Six resisted the urge to roll his eyes at that natural nonchalance that this man sported–an attitude with the knowledge that he would win.

“You’re no run-of-the-mill yourself.” He retorted, only to earn a punch that speared him in the gut as a consolation prize. A cough forced itself from deep in his stomach, groaning in irritation. His tongue caught a stray lop of blood on the side of his lip, and without warning, he jerked his knee up, slamming it into the man’s abdomen, darting sideways to one of the corners. 

The man doubled over, spitting a slew of curses in a language that Six didn’t understand before charging him again. The full force of his weight knocked into his side and sent him into the wall. Six’s head hit it first, exploding with a sudden burst of pain at the side of his skull. Trembling fingers gripped hard, his eyes struggling to refocus through the ringing in his ears, a pounding sensation rocking against the back of it while his free hand fumbled for his gun. 

Six pushed himself to stand again despite the disorientation. His free arm wrapped around his stomach, just barely stumbling sideways as a fist collided with the wall. 

He swung at him again then again, the cramped confines of the space only growing smaller and smaller as they moved about.

A boot collided with his ankle. Hard.

Six buckled, his back hitting the floor and yanking what little breath he had from him. His blurring figure hovered over him, drawing his gun. In one harsh movement, he threw his foot up, knocking it out of his unsuspecting hands and sending it careening across the floor with a metal clang. He dove for his own where it lay neglected in a darkened corner, scooping it up into his hand, rolling forward, and propping himself onto one knee.

The desire to survive overpowered any hesitations he may have had.

Two gunshots rang out, echoing into the stillness, only to find his attacker not there.
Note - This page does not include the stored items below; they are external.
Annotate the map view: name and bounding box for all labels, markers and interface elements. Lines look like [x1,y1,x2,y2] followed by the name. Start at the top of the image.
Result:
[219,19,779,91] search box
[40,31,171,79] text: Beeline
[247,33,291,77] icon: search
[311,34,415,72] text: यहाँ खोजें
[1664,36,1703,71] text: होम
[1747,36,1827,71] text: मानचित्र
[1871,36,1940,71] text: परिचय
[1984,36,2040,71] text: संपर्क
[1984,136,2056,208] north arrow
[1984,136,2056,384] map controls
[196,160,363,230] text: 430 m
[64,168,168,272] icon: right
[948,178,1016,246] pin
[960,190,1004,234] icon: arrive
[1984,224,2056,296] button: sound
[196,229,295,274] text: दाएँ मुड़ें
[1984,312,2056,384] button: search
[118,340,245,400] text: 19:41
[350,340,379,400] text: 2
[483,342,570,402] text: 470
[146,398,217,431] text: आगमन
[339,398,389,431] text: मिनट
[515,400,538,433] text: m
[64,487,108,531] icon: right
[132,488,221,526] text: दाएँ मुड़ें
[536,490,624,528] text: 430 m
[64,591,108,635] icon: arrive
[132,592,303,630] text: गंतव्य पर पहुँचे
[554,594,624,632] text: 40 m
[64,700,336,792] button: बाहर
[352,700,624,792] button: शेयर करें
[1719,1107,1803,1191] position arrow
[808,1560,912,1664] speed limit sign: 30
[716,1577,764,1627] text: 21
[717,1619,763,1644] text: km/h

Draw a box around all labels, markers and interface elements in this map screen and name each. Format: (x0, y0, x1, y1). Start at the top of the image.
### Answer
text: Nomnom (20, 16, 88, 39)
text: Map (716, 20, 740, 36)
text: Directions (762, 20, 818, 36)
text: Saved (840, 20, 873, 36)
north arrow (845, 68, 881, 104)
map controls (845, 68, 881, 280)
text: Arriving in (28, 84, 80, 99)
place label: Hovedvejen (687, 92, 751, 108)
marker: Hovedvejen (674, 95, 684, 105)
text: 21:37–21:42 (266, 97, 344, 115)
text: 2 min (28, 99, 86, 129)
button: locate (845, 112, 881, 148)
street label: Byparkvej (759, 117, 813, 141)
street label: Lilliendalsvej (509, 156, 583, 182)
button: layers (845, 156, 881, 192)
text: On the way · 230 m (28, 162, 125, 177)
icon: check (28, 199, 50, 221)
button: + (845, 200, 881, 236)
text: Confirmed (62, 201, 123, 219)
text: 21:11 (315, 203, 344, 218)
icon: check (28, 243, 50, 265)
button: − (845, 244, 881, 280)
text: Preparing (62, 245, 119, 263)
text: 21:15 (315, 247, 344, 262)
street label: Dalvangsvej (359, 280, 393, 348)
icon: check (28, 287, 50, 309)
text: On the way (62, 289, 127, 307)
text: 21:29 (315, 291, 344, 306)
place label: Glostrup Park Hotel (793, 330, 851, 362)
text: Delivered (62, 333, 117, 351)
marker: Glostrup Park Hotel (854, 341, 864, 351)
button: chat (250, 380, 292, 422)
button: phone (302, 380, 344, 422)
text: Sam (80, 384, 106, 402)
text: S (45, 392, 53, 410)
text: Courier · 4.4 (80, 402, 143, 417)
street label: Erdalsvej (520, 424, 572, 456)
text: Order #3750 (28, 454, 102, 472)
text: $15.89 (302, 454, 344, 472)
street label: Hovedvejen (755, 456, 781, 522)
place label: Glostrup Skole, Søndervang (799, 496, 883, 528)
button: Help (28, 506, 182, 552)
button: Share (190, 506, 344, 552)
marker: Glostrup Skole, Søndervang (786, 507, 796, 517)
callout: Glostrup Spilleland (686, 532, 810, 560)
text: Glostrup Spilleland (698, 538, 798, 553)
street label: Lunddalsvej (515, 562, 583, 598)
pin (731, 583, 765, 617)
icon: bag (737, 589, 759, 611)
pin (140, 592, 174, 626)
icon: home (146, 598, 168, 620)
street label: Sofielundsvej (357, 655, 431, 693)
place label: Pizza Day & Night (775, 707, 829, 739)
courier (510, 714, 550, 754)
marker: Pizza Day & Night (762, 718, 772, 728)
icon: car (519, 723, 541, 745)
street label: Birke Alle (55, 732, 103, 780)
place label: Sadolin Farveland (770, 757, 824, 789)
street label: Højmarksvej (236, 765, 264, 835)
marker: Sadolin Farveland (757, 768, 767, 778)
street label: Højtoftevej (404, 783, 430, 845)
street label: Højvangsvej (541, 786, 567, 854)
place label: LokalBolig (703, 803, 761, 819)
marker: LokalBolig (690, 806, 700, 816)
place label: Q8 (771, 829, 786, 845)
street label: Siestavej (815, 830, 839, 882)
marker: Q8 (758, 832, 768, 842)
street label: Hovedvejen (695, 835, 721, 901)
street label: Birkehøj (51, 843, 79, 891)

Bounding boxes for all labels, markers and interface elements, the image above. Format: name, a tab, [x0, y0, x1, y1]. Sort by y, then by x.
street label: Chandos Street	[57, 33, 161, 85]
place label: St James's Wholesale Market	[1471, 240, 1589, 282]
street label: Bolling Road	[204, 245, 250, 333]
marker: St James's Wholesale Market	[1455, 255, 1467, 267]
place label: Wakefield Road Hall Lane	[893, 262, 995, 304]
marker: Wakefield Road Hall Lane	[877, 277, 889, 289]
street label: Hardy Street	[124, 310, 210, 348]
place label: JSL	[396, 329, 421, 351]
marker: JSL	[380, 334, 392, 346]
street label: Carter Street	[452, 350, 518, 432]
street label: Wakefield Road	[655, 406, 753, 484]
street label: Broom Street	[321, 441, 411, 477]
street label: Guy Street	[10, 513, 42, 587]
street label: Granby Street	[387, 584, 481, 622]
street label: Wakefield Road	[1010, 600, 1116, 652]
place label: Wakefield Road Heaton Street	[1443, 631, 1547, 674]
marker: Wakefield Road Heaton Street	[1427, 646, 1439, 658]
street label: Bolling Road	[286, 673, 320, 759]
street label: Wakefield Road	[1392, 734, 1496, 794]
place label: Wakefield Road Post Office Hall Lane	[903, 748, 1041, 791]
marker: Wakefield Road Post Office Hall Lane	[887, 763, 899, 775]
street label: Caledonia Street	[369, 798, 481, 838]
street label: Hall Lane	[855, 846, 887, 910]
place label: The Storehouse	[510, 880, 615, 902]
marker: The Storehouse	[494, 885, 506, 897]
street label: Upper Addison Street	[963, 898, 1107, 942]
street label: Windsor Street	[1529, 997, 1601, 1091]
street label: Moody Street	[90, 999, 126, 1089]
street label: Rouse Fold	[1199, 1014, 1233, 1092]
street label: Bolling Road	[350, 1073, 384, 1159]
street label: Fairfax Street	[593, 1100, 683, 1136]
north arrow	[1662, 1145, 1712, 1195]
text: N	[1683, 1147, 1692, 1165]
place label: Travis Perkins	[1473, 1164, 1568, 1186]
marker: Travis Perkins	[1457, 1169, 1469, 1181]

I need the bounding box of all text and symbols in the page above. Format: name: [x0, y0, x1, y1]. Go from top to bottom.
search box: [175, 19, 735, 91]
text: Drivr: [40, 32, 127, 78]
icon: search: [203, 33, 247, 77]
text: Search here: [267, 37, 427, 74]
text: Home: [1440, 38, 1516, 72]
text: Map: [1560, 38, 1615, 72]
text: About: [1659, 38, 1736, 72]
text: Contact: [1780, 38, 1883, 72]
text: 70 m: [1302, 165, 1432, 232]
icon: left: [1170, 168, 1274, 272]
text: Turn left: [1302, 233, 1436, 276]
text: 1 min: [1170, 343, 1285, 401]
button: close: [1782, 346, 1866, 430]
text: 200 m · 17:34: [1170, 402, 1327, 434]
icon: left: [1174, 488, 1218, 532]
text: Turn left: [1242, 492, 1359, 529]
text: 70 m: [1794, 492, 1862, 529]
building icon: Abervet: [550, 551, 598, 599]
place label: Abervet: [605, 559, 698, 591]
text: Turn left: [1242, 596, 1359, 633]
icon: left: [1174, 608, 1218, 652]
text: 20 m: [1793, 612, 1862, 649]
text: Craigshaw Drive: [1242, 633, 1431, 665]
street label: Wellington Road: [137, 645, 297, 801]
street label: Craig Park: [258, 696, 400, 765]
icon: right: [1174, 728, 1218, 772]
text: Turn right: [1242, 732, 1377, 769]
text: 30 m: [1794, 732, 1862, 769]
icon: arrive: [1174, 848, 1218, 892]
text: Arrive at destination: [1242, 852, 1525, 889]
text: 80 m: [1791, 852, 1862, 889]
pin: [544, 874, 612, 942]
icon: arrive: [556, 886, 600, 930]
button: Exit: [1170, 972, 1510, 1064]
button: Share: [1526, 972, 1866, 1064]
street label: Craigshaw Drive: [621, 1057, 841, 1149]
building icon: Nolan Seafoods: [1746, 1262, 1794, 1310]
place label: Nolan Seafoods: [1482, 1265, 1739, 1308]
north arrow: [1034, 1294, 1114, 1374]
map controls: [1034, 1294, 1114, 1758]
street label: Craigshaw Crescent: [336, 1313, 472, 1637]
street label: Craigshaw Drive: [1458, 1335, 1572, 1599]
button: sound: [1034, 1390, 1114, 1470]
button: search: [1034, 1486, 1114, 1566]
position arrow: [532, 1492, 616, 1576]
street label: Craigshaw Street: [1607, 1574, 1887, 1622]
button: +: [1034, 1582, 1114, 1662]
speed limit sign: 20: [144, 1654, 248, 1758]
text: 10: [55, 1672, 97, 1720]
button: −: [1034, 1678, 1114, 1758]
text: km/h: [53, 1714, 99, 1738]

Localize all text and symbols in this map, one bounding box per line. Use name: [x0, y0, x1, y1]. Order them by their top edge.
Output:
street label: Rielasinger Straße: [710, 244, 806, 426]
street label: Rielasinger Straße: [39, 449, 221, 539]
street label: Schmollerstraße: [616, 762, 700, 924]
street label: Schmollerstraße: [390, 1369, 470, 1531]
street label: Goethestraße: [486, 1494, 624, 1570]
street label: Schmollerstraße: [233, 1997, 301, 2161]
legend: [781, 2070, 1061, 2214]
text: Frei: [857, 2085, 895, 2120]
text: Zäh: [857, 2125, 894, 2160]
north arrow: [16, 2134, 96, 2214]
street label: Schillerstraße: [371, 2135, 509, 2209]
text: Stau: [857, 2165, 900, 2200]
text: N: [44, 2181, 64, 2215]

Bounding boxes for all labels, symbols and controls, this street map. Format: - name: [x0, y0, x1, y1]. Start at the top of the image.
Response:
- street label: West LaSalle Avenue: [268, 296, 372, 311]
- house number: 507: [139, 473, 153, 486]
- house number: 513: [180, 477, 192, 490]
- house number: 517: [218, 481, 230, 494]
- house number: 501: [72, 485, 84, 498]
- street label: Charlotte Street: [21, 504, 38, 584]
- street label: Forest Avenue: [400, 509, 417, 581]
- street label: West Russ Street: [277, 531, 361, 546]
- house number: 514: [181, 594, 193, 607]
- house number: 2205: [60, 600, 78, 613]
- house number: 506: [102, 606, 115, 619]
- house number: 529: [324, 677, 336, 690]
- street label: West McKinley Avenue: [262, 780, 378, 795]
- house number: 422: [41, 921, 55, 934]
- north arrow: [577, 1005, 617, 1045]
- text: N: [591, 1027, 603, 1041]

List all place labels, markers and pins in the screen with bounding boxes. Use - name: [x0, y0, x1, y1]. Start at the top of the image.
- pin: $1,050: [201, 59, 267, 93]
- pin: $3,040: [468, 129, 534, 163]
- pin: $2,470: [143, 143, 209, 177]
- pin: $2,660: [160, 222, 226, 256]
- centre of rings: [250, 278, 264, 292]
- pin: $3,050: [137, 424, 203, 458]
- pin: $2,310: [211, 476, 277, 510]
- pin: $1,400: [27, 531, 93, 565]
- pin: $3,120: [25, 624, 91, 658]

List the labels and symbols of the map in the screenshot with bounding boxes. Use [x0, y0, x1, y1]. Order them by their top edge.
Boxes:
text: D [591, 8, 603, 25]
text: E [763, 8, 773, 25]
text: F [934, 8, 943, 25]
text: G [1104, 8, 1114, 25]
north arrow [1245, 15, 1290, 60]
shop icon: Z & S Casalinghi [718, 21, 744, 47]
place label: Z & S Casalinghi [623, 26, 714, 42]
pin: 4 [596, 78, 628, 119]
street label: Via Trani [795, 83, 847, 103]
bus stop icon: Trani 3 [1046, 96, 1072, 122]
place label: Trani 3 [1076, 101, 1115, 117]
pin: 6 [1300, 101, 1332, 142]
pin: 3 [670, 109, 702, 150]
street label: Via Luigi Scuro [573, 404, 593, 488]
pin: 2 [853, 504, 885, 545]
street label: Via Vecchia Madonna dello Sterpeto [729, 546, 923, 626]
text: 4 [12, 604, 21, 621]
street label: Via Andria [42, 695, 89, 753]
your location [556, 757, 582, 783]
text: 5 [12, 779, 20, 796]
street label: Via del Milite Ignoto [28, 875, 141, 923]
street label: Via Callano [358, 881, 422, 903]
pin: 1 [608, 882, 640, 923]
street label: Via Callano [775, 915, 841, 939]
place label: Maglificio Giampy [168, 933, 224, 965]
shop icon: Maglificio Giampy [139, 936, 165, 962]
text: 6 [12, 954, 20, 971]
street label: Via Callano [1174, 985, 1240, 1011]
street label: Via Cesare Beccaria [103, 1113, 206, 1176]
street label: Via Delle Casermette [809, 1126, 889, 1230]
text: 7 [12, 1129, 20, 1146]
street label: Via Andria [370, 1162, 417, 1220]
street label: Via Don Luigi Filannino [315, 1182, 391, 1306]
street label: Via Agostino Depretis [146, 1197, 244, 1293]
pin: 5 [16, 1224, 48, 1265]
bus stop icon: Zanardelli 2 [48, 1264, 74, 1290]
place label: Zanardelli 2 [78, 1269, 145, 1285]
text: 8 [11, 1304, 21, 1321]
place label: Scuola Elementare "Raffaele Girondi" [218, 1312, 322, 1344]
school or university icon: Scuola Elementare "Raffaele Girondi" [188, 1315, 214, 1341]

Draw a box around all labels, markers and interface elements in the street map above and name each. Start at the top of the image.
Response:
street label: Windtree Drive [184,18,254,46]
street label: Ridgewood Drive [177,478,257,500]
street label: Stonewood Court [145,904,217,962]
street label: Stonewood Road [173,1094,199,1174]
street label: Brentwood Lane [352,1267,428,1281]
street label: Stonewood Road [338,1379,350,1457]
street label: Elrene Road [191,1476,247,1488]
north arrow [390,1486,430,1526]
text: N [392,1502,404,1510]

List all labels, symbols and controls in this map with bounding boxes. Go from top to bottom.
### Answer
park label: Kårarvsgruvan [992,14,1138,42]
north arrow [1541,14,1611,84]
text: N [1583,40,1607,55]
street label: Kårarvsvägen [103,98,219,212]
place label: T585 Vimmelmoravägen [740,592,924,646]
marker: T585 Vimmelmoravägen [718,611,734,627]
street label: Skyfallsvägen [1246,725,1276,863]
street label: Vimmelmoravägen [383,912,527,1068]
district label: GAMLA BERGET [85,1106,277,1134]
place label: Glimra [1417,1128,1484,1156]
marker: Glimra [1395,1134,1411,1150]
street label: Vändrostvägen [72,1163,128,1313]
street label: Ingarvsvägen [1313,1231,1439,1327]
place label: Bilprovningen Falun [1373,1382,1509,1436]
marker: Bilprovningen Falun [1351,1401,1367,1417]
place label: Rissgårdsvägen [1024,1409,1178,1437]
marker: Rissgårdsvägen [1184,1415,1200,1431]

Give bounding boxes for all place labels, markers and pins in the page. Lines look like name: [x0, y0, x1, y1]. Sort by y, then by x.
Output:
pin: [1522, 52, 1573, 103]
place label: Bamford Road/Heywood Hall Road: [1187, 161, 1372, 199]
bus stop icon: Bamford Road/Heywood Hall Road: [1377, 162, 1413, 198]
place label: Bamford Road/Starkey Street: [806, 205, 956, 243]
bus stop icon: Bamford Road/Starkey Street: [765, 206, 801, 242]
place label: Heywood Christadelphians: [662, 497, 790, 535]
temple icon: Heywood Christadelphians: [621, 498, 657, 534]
In one fluent movement, the man appeared behind Six and grabbed his arm. He jerked him forward, one arm wrapping around his throat, another delivering a quick blow to the back of his knee, sending him down. His nails dug desperately at the arm that kept him trapped. The free hand grasping his gun was forcibly held still at his side.

It should’ve been easy. He’d done it so many times in half the amount it would take someone without the proper training. Except this time it was purely to defend himself. Six hadn’t possessed a strong urge to preserve his own life. It'd been all about following orders from the very start, and then he’d remembered Claire, preserving her life—everything the CIA had tried and almost succeeded in destroying in him. 

That had been all that mattered, but now even more than ever, Six wanted to live.

And he would try. 

For her sake.

The man’s towering form wavered just a moment, just long enough for another shot to echo out, grazing past his assailant’s right shoulder.

Missed.

Another passed the left shoulder.

Missed.

Blurred edges framed his vision, body warning him that he would pass out. Having the current upper hand, the gun was wrenched from his hand, placing the shaft against Six’s temple. He scratched at the tight hold around his throat that was restricting his blood’s flow, opening his mouth and breathing in. His nostrils flared, his insistent struggling becoming more weak. 

72.

With a ding, the elevator door opened, and through his blurry haze, he came face to face with Lloyd Hansen

“Hey, Sunshine!” Lloyd–fucking Lloyd–greeted him, waving with fingers replaced by prosthetics. “Ease up on the Ken doll won’t ya? There’ll be plenty of time for foreplay later.” At his demand, Six was released, sent into the floor sputtering and coughing. He strongly contemplated that he was dead, that this was some weird type of hell. 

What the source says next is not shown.